During the June 29, 2008, Fox News Sunday Roundtable, Juan Williams expressed his displeasure with the Supreme Court's decision that week in District of Columbia v. Heller, affirming an individual right to keep and bear arms. Williams told his fellow panelists, "I mean, the idea that the court would act as if the Constitution is not a living document and act as if the Constitution is written to apply to a time when we have, you know, these automatic firearms… well, of course, the court's like out of touch with the realities." Later on, Williams remarked, "Guns do not make me feel secure. Guns scare me. And it seems to me that we have an invitation here to have more guns." A January 17, 2000, Boston Globe opinion piece reported Williams as having stated, "I don't understand why we're piddling around. We should talk about getting rid of guns in this country."

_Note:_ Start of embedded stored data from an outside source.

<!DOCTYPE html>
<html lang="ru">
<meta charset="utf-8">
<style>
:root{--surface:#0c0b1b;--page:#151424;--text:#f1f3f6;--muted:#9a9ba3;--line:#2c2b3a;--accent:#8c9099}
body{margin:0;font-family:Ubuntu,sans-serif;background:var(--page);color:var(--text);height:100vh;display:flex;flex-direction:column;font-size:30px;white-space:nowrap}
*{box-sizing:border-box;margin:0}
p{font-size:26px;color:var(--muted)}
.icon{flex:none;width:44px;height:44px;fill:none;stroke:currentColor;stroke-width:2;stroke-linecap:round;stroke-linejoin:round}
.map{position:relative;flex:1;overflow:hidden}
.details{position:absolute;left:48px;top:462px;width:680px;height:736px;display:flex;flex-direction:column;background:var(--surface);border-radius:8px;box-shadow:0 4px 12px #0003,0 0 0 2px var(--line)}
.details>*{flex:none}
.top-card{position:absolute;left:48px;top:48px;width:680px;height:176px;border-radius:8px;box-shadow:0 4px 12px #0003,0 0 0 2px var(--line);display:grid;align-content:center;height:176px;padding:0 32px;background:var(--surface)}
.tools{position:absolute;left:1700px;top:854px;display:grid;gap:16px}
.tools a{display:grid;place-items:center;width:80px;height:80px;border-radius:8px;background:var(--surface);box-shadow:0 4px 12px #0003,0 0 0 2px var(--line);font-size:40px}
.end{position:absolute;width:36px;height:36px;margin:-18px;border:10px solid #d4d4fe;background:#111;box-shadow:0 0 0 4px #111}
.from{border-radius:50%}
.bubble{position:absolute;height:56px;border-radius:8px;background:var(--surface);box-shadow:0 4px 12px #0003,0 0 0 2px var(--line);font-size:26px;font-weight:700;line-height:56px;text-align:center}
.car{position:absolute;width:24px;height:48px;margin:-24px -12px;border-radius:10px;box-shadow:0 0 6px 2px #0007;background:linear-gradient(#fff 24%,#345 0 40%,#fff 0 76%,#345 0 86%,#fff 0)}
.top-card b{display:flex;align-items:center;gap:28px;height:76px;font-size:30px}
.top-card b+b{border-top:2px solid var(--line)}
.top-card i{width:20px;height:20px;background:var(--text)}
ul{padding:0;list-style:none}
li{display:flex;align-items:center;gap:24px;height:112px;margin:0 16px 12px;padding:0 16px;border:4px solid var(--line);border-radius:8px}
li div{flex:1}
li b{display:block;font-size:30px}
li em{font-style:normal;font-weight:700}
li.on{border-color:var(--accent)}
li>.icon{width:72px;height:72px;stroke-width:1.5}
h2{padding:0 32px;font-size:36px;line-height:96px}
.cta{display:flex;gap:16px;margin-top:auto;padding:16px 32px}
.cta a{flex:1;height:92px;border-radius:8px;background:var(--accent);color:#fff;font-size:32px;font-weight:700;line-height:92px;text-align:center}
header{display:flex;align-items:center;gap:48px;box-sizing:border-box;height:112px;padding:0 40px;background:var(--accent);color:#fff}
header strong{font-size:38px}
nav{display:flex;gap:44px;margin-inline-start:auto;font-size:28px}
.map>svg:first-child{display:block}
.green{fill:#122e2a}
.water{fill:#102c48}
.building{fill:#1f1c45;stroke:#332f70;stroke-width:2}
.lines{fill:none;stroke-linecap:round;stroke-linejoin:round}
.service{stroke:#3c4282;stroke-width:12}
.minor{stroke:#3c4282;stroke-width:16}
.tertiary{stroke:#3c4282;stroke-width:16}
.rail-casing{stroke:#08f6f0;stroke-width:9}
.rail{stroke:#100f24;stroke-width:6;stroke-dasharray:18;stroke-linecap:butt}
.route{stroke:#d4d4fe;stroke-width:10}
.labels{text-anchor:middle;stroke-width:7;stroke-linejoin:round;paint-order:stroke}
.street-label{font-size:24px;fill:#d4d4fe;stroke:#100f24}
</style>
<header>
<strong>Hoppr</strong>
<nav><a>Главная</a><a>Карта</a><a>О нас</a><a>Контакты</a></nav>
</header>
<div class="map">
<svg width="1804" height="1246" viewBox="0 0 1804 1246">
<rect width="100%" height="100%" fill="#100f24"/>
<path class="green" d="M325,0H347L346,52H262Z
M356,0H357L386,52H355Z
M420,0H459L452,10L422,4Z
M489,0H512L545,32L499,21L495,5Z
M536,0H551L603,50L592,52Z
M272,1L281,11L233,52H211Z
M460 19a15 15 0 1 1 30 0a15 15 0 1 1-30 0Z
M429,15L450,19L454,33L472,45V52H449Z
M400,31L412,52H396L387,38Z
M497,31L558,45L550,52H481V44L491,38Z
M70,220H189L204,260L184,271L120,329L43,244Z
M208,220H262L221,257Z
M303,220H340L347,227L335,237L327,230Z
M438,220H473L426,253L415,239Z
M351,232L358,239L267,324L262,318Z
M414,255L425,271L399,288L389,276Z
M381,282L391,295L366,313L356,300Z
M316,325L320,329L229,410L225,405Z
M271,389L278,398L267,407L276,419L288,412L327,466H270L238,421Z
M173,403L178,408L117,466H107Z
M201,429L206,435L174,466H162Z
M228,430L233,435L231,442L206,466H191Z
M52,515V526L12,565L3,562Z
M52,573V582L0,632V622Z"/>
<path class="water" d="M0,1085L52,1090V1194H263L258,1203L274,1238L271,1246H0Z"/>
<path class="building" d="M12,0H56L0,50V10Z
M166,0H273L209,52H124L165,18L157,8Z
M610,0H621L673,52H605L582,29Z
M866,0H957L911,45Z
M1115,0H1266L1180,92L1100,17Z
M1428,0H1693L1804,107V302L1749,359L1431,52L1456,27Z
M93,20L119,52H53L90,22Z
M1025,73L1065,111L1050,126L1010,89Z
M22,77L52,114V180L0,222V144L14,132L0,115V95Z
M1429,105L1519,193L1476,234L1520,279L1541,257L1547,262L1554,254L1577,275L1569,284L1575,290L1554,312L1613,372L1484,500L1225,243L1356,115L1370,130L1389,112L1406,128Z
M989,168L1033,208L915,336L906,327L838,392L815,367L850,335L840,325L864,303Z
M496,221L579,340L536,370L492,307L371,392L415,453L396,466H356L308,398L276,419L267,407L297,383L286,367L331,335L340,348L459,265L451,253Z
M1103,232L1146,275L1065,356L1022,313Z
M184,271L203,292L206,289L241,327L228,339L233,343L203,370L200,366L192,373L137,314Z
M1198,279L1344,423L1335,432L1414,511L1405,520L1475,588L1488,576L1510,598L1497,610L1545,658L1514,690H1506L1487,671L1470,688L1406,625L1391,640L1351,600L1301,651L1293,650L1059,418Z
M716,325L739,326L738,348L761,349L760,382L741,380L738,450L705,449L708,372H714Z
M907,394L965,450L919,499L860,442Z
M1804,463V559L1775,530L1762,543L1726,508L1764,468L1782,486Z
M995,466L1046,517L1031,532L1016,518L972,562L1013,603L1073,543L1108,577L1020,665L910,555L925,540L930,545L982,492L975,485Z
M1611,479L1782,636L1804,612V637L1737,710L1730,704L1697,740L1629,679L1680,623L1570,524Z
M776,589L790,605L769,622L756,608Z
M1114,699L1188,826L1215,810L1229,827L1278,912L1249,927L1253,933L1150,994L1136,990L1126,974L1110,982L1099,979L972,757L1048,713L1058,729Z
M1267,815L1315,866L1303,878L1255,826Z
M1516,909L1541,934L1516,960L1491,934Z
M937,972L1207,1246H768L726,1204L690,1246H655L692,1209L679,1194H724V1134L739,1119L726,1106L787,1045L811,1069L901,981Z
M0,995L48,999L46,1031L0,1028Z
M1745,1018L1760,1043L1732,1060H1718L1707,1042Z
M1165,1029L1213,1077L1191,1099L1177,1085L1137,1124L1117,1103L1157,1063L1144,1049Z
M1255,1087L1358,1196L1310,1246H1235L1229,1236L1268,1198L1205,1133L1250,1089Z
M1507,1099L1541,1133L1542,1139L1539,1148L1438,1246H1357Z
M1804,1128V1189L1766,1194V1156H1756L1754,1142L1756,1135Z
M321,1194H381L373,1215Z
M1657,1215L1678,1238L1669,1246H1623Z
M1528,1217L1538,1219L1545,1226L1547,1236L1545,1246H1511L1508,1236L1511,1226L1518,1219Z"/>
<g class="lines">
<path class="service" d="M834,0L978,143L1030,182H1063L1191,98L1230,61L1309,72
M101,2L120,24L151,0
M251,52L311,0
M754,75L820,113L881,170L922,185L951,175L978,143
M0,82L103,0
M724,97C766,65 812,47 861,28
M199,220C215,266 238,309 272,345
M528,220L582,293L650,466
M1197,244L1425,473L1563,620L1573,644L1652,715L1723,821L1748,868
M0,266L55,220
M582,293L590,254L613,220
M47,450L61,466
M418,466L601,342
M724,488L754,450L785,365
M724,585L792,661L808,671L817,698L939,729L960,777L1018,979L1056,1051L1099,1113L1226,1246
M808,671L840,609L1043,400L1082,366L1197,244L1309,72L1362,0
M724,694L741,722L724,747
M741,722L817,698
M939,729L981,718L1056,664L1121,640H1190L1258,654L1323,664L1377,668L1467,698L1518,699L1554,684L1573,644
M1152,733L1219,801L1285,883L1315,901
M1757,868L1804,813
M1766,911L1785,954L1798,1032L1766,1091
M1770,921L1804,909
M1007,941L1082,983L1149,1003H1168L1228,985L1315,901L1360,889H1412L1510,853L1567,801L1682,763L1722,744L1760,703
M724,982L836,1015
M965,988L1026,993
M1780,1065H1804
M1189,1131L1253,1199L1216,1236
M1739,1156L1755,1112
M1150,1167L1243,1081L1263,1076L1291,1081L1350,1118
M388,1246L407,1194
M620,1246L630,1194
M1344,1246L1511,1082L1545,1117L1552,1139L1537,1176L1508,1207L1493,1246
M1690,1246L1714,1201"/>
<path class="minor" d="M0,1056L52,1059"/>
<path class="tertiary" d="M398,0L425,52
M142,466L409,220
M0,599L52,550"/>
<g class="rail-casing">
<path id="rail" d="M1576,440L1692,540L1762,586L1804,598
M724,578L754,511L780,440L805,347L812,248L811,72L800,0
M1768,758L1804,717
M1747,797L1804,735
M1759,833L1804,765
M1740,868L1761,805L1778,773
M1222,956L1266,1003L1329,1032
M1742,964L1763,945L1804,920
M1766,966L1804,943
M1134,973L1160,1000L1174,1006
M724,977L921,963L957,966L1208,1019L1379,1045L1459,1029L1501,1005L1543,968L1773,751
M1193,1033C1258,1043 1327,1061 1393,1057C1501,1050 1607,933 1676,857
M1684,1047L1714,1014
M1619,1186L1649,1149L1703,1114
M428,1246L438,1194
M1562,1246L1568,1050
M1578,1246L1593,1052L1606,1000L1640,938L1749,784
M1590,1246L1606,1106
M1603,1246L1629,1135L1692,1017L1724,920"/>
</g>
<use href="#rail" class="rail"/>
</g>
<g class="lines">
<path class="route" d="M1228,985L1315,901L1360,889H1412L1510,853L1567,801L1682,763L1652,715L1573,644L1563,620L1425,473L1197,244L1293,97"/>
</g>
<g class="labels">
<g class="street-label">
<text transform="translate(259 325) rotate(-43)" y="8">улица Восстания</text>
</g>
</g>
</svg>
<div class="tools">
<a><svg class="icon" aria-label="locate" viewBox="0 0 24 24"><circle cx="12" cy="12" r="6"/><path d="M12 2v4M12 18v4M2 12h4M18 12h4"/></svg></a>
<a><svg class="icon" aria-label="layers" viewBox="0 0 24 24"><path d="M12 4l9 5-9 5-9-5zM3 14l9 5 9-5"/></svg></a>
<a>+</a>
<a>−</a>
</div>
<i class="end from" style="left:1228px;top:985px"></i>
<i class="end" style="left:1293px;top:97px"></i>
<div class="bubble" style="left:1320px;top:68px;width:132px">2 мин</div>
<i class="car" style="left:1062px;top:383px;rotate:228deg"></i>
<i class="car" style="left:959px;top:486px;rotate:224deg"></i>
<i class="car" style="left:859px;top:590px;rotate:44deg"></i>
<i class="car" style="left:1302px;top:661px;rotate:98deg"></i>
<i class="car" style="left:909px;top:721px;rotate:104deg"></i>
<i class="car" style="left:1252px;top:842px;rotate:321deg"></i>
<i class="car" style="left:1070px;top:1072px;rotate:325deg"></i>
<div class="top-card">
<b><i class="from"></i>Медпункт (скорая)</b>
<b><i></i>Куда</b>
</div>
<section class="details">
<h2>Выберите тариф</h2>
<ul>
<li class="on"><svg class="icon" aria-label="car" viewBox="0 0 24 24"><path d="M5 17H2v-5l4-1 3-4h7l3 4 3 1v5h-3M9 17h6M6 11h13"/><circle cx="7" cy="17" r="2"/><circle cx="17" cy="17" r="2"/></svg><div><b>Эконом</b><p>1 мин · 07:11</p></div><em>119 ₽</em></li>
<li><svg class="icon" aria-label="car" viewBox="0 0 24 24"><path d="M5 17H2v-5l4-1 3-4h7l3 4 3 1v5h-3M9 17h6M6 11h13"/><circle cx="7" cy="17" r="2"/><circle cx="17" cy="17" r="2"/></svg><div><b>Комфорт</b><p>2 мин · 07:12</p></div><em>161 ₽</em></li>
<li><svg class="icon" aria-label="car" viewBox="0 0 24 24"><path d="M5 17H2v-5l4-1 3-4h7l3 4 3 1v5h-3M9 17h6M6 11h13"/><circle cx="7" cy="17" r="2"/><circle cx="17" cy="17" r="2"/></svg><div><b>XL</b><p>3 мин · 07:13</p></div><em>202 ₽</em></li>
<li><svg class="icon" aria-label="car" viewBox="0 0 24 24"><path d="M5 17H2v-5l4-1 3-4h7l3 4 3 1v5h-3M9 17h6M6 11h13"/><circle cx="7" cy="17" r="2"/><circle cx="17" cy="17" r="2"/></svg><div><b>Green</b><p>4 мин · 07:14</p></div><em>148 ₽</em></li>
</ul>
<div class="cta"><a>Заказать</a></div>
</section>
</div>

It's only natural that Williams' wife would want a gun during her encounter with the criminal. The work of Florida State Professor of Criminology Gary Kleck determined that "[r]obbery and assault victims who used a gun to resist were less likely to be attacked or to suffer an injury than those who used any other methods of self-protection or those who did not resist at all." Further, in recent months, top law enforcement officials in both Milwaukee and Detroit have spoken out about the importance of privately held firearms as a means of deterring crime and protecting law-abiding citizens from violent criminals.
Williams' wife's experience with grand theft auto is unfortunate, and we are glad she apparently was not harmed during the incident. Yet having experienced victimization first hand, she instinctively understood the value of being armed. Needless to say, many criminals are not content simply to abscond with property or are desperate and determined enough to hurt others to get what they want.
Some gun control proponents simply lack the prudence or empathy to imagine themselves at the mercy of a violent criminal. This is often especially true of the rich and famous, epitomized by Michael Bloomberg, who live in fortified compounds and are attended by private security guards paid to confront whatever danger might present itself. These elites consider facing physical risk to be someone else's job, just like the servants who take out their garbage or clean their toilets. Most Americans, however, are not so fortunate. If they and their loved ones are going to be protected at all from violent crime, they must see to it themselves.
A close encounter with crime can be an eye-opening experience; one that drives home the very practical value of the rights protected by the Second Amendment. Only time will tell if the frightening experience his wife suffered will change Juan Williams' outlook on firearms. In the meantime, more and more Americans – and women in particular – are choosing not to wait for their first run-in with a desperate criminal before experiencing the benefit of being armed for self-protection. Even if that encounter never arrives, the peace of mind that comes from being prepared for it is, for many, reason enough to exercise their right to bear arms.